1876 painting by Pierre-Auguste Renoir

The Swing (French: La Balançoire) is an oil-on-canvas painting made in the summer of 1876 by the French Impressionist artist Pierre-Auguste Renoir. The painting depicts model Jeanne Samary, Norbert Goeneutte, and Renoir's brother Edmond. The painting combines eighteenth-century techniques with modern elements.

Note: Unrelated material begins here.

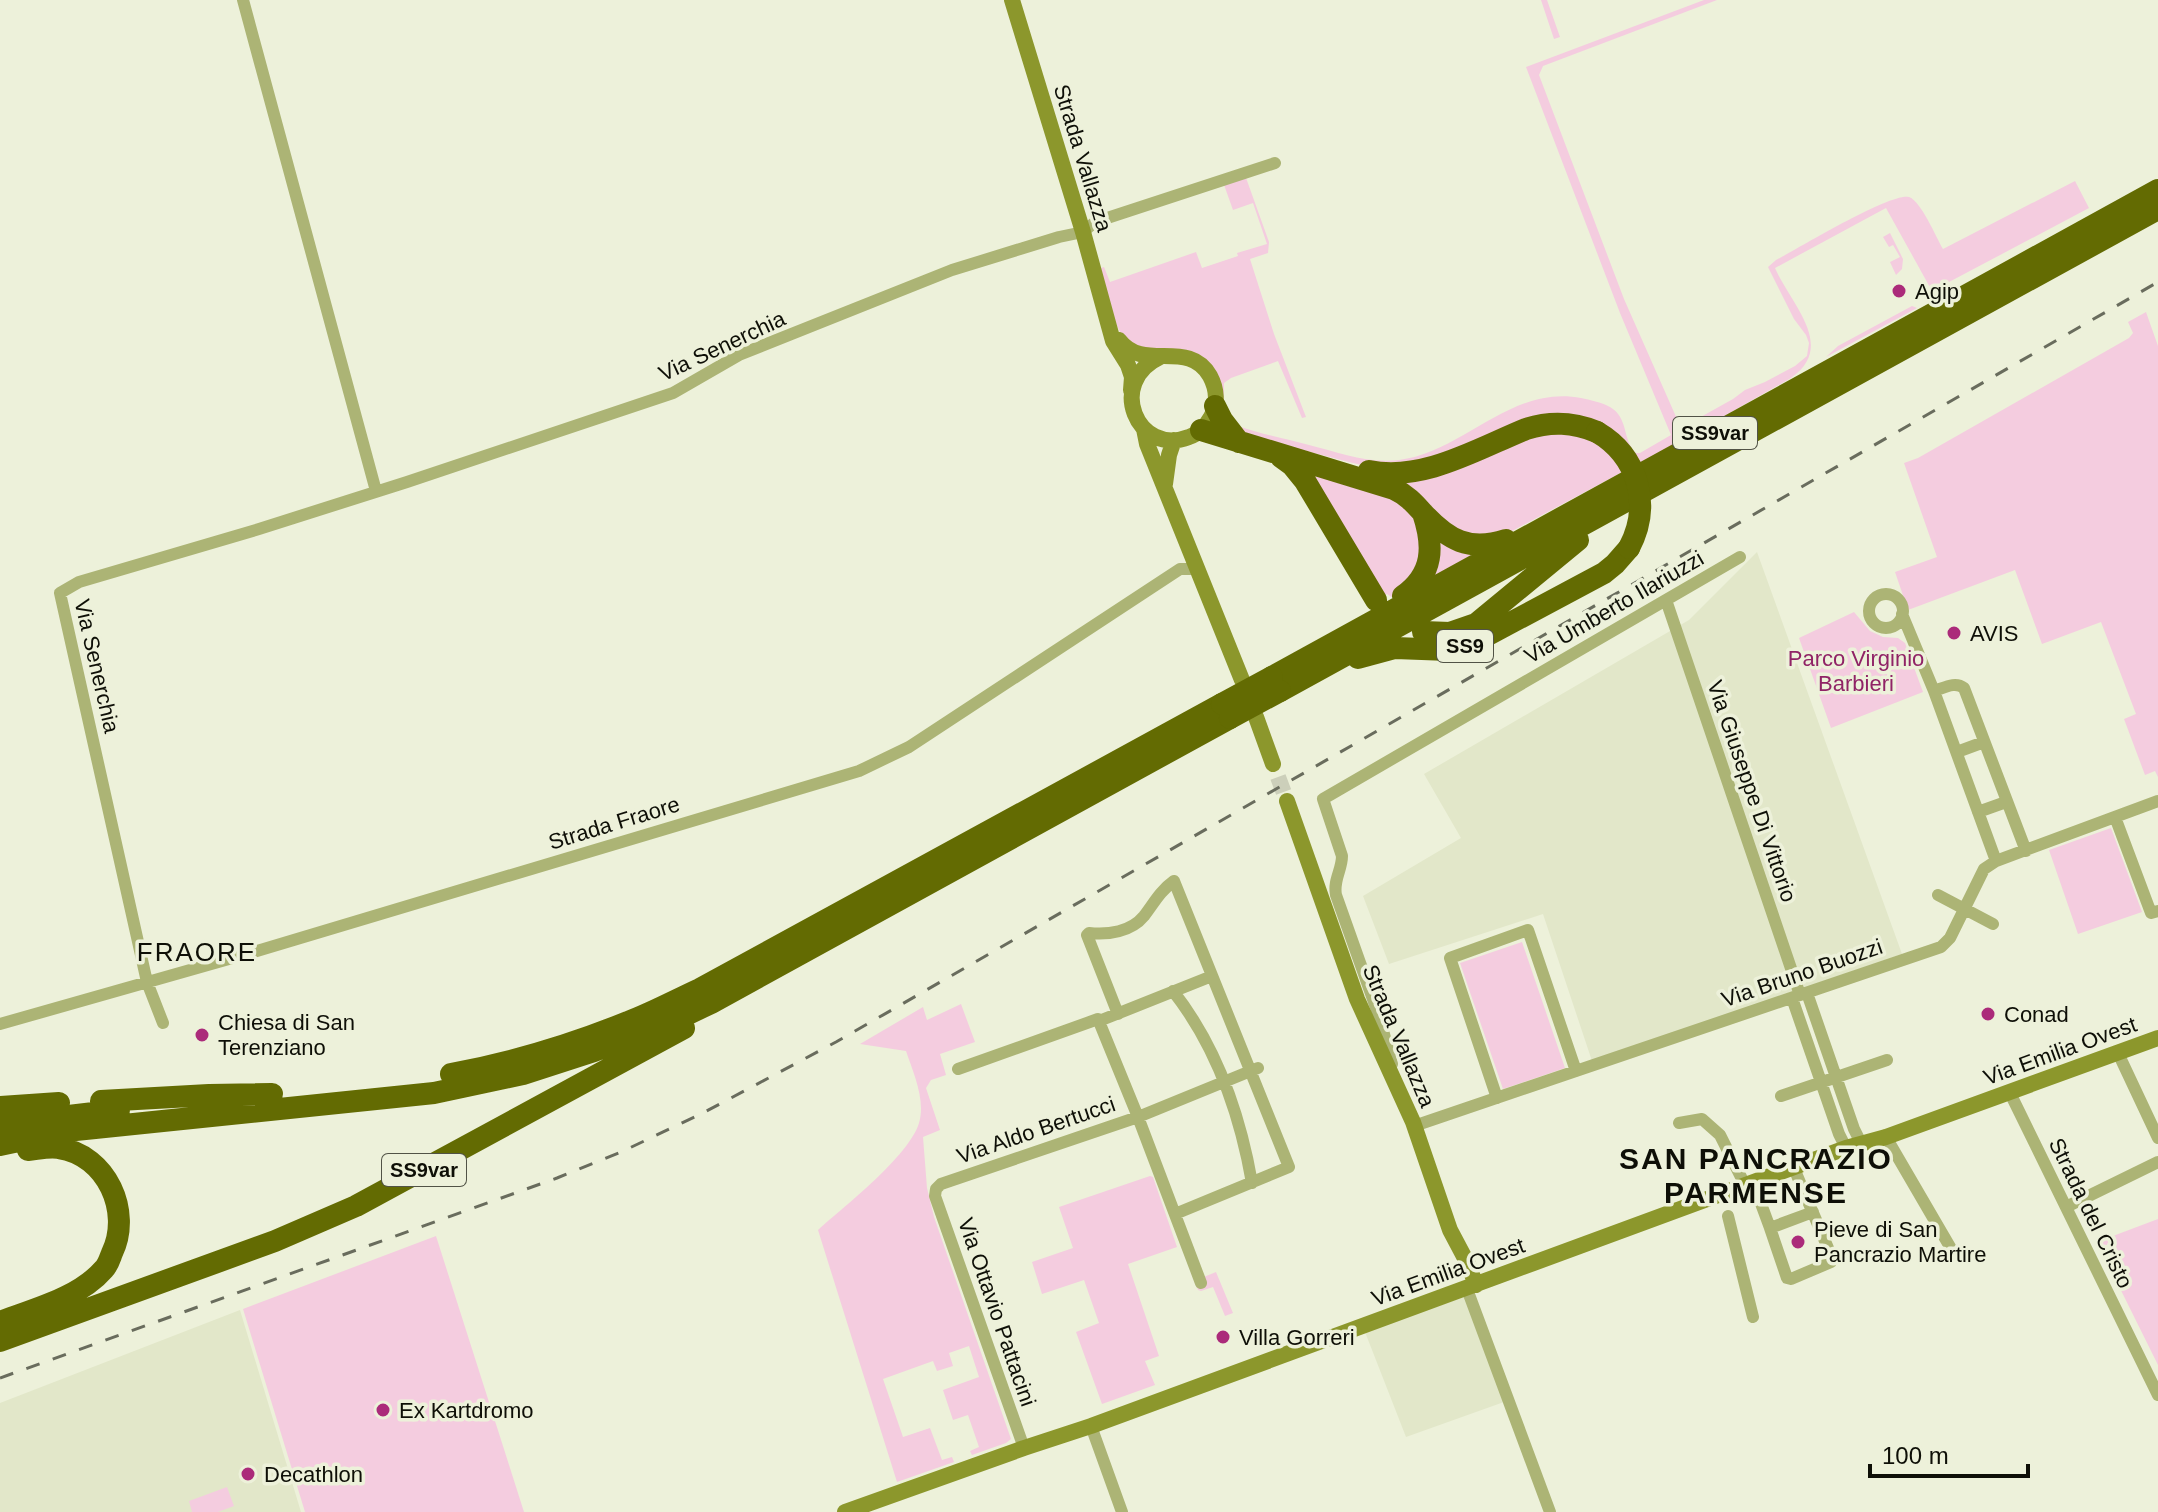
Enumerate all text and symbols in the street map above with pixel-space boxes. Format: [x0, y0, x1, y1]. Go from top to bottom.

The Swing has been compared to the works of artists including Monet and Watteau. Renoir executed the painting in what are now the Musée de Montmartre gardens. He had rented a cottage in the gardens so that he could be closer to the Moulin de la Galette where he was simultaneously engaged in painting his 1876 Bal du moulin de la Galette. Both paintings were presented at the third Impressionist group exhibition in 1877. The painting was acquired in 1877, shortly after the exhibition, by Gustave Caillebotte and later moved to the Musée d'Orsay.

== Description ==
This scene depicts Edmond Renoir (the artist's brother), Norbert Goeneutte, and Jeanne Samary, a young working woman from Montmartre and a favourite model of Renoir's who appears in many of his other works. Seemingly lost in thought, Jeanne stands on a swing hanging from a tree while Norbert and Edmond try to capture her attention. Jeanne listens passively to the man in front of her while a young neighborhood girl in her everyday dress gazes up at the interaction. Renoir noted to his friend Georges Rivière that the girl had been watching him while he worked. Unbeknownst to the girl, Renoir included her in his final painting.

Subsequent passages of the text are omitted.